(Collected data)
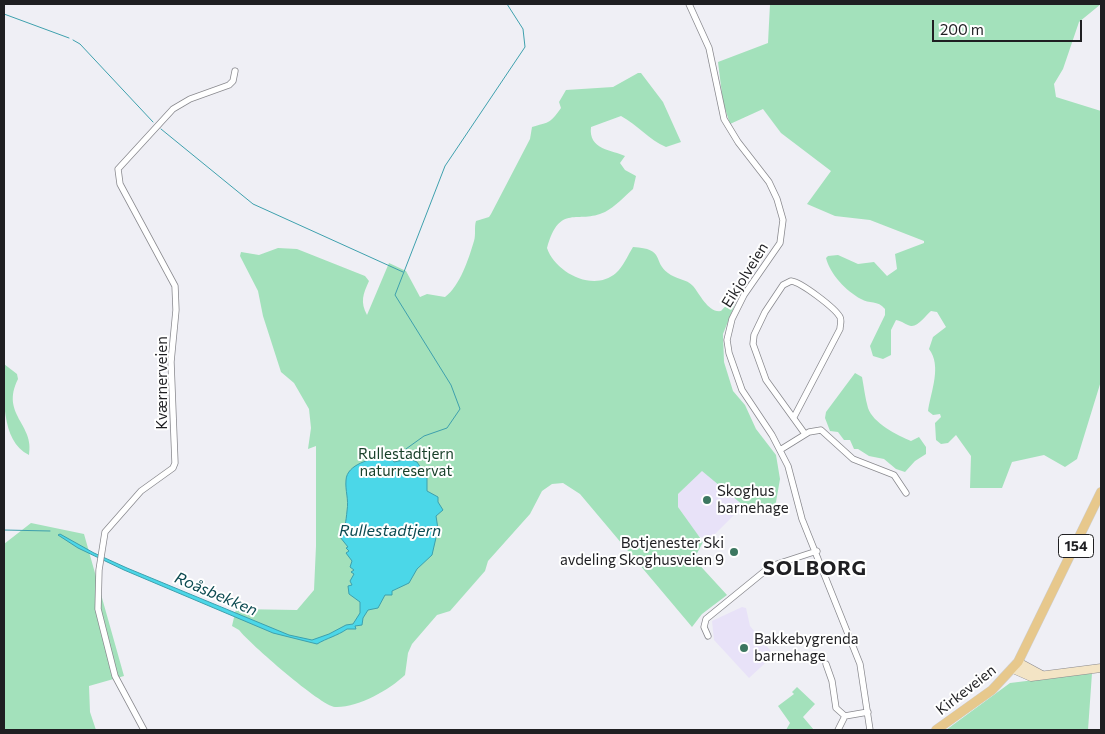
<!DOCTYPE html>
<meta charset="utf-8">
<style>
body{margin:0}
#map{position:relative;width:1105px;height:734px;overflow:hidden;background:#efeff5;font-family:Commissioner,sans-serif}
canvas{display:block}
.frame{position:absolute;inset:0;border:5px solid #1f1f22;pointer-events:none}
.scale{position:absolute;left:932px;top:20px;width:150px;height:22px;box-sizing:border-box;border:2px solid #1f1f22;border-top:0;padding-left:6px;font-size:15px;line-height:18px;white-space:nowrap;color:#1f1f22;-webkit-text-stroke:4px #fff;paint-order:stroke}
</style>
<div id="map">
<canvas width="1105" height="734"></canvas>
<div class="frame"></div>
<div class="scale">200 m</div>
</div>
<script>
const context = document.querySelector('canvas').getContext('2d');
context.lineJoin = 'round';
function fill(path, color) { context.fillStyle = color; context.fill(path, 'evenodd'); }
function stroke(path, color, width, dash) { context.strokeStyle = color; context.lineWidth = width; context.lineCap = dash ? 'butt' : 'round'; context.setLineDash(dash || []); context.stroke(path); }
function label(font, color, halo, rows, align = 'center') {
  context.font = font + ' Commissioner,sans-serif'; context.lineWidth = 4; context.setLineDash([]); context.textBaseline = 'middle'; context.strokeStyle = halo; context.fillStyle = color; for (const [text, x, y, turn = 0] of rows) {
    context.save(); context.translate(x, y); context.rotate((+turn || 0) * Math.PI / 180); context.textAlign = isNaN(turn) ? turn : align; if (halo) context.strokeText(text, 0, 0); context.fillText(text, 0, 0); context.restore();
  }
}
const education = new Path2D(`
 M702 470 744 506 738 513 736 511 734 515 713 536 705 538 698 536 678 507V494Z
 M742 607 746 608 750 626 774 655 749 678 714 640 712 621Z`);
const green = new Path2D(`
 M770 4H1101L1079 22 1063 69 1054 84 1056 97 1101 111V381L1077 459 1065 467 1044 455 1012 462 1002 488H970L971 456 956 435 948 443 941 444 936 440 935 423 941 417 940 414 933 415 928 411C931 391 942 366 929 349L933 337 946 327 937 312 931 311C926 315 918 327 911 326 906 325 902 321 896 320L891 330V355L883 359 873 356 870 346 885 315V309C878 300 869 304 861 299 846 291 830 274 826 258L828 256 838 255 858 264 874 262 887 276 897 269 895 254 924 243V241L870 220 835 216 807 204 831 171 781 133 763 109 730 124 723 102 718 62 768 43Z
 M638 73H641L663 102 681 142 666 147C649 140 638 125 621 116L591 127C588 150 613 150 625 156L620 163 625 170 636 176 633 189C625 196 615 207 605 212 577 225 560 202 547 248 555 272 593 293 616 273 623 267 628 255 633 247 666 249 652 261 668 273 675 279 687 279 693 286 700 294 708 313 721 311L732 299H737L723 334 724 362 733 391 745 405 756 429 776 455 780 479 776 502 771 513 744 506 702 471 678 494V507L703 542 694 559 727 595 702 614 692 627 580 494 563 483 552 484 542 491 530 514 488 561 485 571 450 611 437 615 412 644 408 653 405 675C389 690 358 708 335 707 321 706 249 643 239 630L232 626 236 609 297 610 314 590 316 546V446L308 449 311 428 309 409 294 383 281 372 263 316 258 291 240 256 241 252 259 255 278 248 297 249 365 276 369 281C363 294 360 302 367 315L389 263 406 271 420 297 427 294 445 297C460 286 469 258 474 241 476 234 474 227 476 221L489 217 491 214 530 139 532 127C548 122 549 125 561 108L559 102 566 90 613 87Z
 M4 364 17 374 18 379C0 415 35 424 29 455 0 441 4 394 4 364Z
 M855 373 862 377C864 387 865 398 868 408 873 423 897 435 911 441L919 437 926 447V454L915 461 905 472 896 469 884 459 869 456 858 449H854L850 440H844L838 432 830 431 825 418 826 412Z
 M31 523 84 534 124 676 89 686 90 712 96 730H4V544Z
 M1092 673 1088 730H946L1010 683Z
 M797 687 815 704 803 717 814 730H786L790 723 778 706 794 694 792 692Z`);
const water = new Path2D(`
 M384 456 392 459 394 462 409 459 417 462 427 477V491L438 497V502L443 510 436 516 438 529 432 555 417 569 409 583 392 591V595H385L378 608 368 610 363 618 362 625 355 626 356 629H347C337 636 327 638 317 644L273 633 124 570 78 548 58 535 60 534 94 553 127 568 289 635 312 640 329 634 346 625 353 624 360 613V602L349 594 348 586 352 585 350 581 354 574 351 572 354 570 350 567 352 561 346 553 349 551 346 548 348 547 340 537C345 530 346 521 347 511 349 499 345 491 346 480 347 464 371 459 384 456Z`);
const stream = new Path2D(`
 M4 14 69 38
 M73 40 80 44 153 122
 M161 129 253 204 403 272
 M392 459 424 436 447 428 460 409 451 385 395 295 445 166 525 47 523 29 507 4
 M4 530 50 531`);
const minor = new Path2D(`
 M689 4 709 48 724 119 738 142 769 182 777 199 783 220 780 243 744 295 732 319 727 340 729 353 742 390 772 435 788 466 802 519 860 664 870 730
 M794 417 840 329C840 325 842 321 840 317 835 308 801 282 791 281L783 285 765 312 754 335 753 344 766 380 805 434
 M780 450 809 432 821 430 853 459 894 475 906 493
 M708 636 704 627 706 619 771 566 817 551
 M826 664 832 681 836 708 845 716
 M144 730 115 676 98 609 99 570 105 532 141 491 173 468 175 463 171 362 176 310 175 286 120 184 118 169 173 109 190 99 229 85 233 81 235 71
 M838 730 845 716 868 712`);
const secondary = new Path2D(`
 M1018 662 1042 675
 M1013 669 1031 677 1101 668`);
const primary = new Path2D(`
 M936 730 992 690 1018 662 1101 492`);
const markers = [
 [707,500,5,"#3c7760"],
 [734,552,5,"#3c7760"],
 [744,648,5,"#3c7760"]
];
const shields = [
 [1076,546,35]
];
const shieldNames = [
 ["154",1076,546]
];
const streetNames = [
 ["Eikjolveien",745,275,-58],
 ["Kværnerveien",162,383,-90],
 ["Kirkeveien",966,690,-38]
];
const parkNames = [
 ["Rullestadtjern",406,454],
 ["naturreservat",406,471]
];
const poiNames = [
 ["Skoghus",717,491],
 ["barnehage",717,508],
 ["Botjenester Ski",724,543,"right"],
 ["avdeling Skoghusveien 9",724,560,"right"],
 ["Bakkebygrenda",754,639],
 ["barnehage",754,656]
];
const waterNames = [
 ["Rullestadtjern",390,531],
 ["Roåsbekken",216,594,23]
];
const districtNames = [
 ["SOLBORG",815,568]
];
fill(education, '#e8e2f8');
fill(green, '#a3e1bb');
fill(water, '#4bd7e8');
stroke(water, '#3ea0ad', 1);
stroke(stream, '#3ea0ad', 1);
stroke(minor, '#89898e', 7);
stroke(secondary, '#89898e', 9);
stroke(primary, '#cecece', 10);
stroke(minor, '#fff', 5.5);
stroke(secondary, '#f3e4c5', 8);
stroke(primary, '#e7c88c', 9);
for (const [x, y, r, color] of markers) { const dot = new Path2D(); dot.arc(x, y, r, 0, 2 * Math.PI); context.fillStyle = color; context.fill(dot); stroke(dot, '#fff', 2); }
for (const [x, y, w] of shields) { const box = new Path2D(); box.roundRect(x - w / 2, y - 11.5, w, 23, 4); context.fillStyle = '#fff'; context.fill(box); stroke(box, '#1f1f22', 1); }
label('bold 14px', '#1f1f22', null, shieldNames);
label('15px', '#1f1f22', '#fff', streetNames);
label('15px', '#19412b', '#fff', parkNames);
label('15px', '#1f1f22', '#fff', poiNames, 'left');
label('italic 16px', '#0c4a51', '#fff', waterNames);
context.letterSpacing = '1px';
label('bold 20px', '#1f1f22', '#fff', districtNames);
context.letterSpacing = '0px';
</script>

Your objective: Print, exactly as written, the lines above from the first one to the one containing "const education = new". Leave out pictures.

Result of the exercise:
<!DOCTYPE html>
<meta charset="utf-8">
<style>
body{margin:0}
#map{position:relative;width:1105px;height:734px;overflow:hidden;background:#efeff5;font-family:Commissioner,sans-serif}
canvas{display:block}
.frame{position:absolute;inset:0;border:5px solid #1f1f22;pointer-events:none}
.scale{position:absolute;left:932px;top:20px;width:150px;height:22px;box-sizing:border-box;border:2px solid #1f1f22;border-top:0;padding-left:6px;font-size:15px;line-height:18px;white-space:nowrap;color:#1f1f22;-webkit-text-stroke:4px #fff;paint-order:stroke}
</style>
<div id="map">
<canvas width="1105" height="734"></canvas>
<div class="frame"></div>
<div class="scale">200 m</div>
</div>
<script>
const context = document.querySelector('canvas').getContext('2d');
context.lineJoin = 'round';
function fill(path, color) { context.fillStyle = color; context.fill(path, 'evenodd'); }
function stroke(path, color, width, dash) { context.strokeStyle = color; context.lineWidth = width; context.lineCap = dash ? 'butt' : 'round'; context.setLineDash(dash || []); context.stroke(path); }
function label(font, color, halo, rows, align = 'center') {
  context.font = font + ' Commissioner,sans-serif'; context.lineWidth = 4; context.setLineDash([]); context.textBaseline = 'middle'; context.strokeStyle = halo; context.fillStyle = color; for (const [text, x, y, turn = 0] of rows) {
    context.save(); context.translate(x, y); context.rotate((+turn || 0) * Math.PI / 180); context.textAlign = isNaN(turn) ? turn : align; if (halo) context.strokeText(text, 0, 0); context.fillText(text, 0, 0); context.restore();
  }
}
const education = new Path2D(`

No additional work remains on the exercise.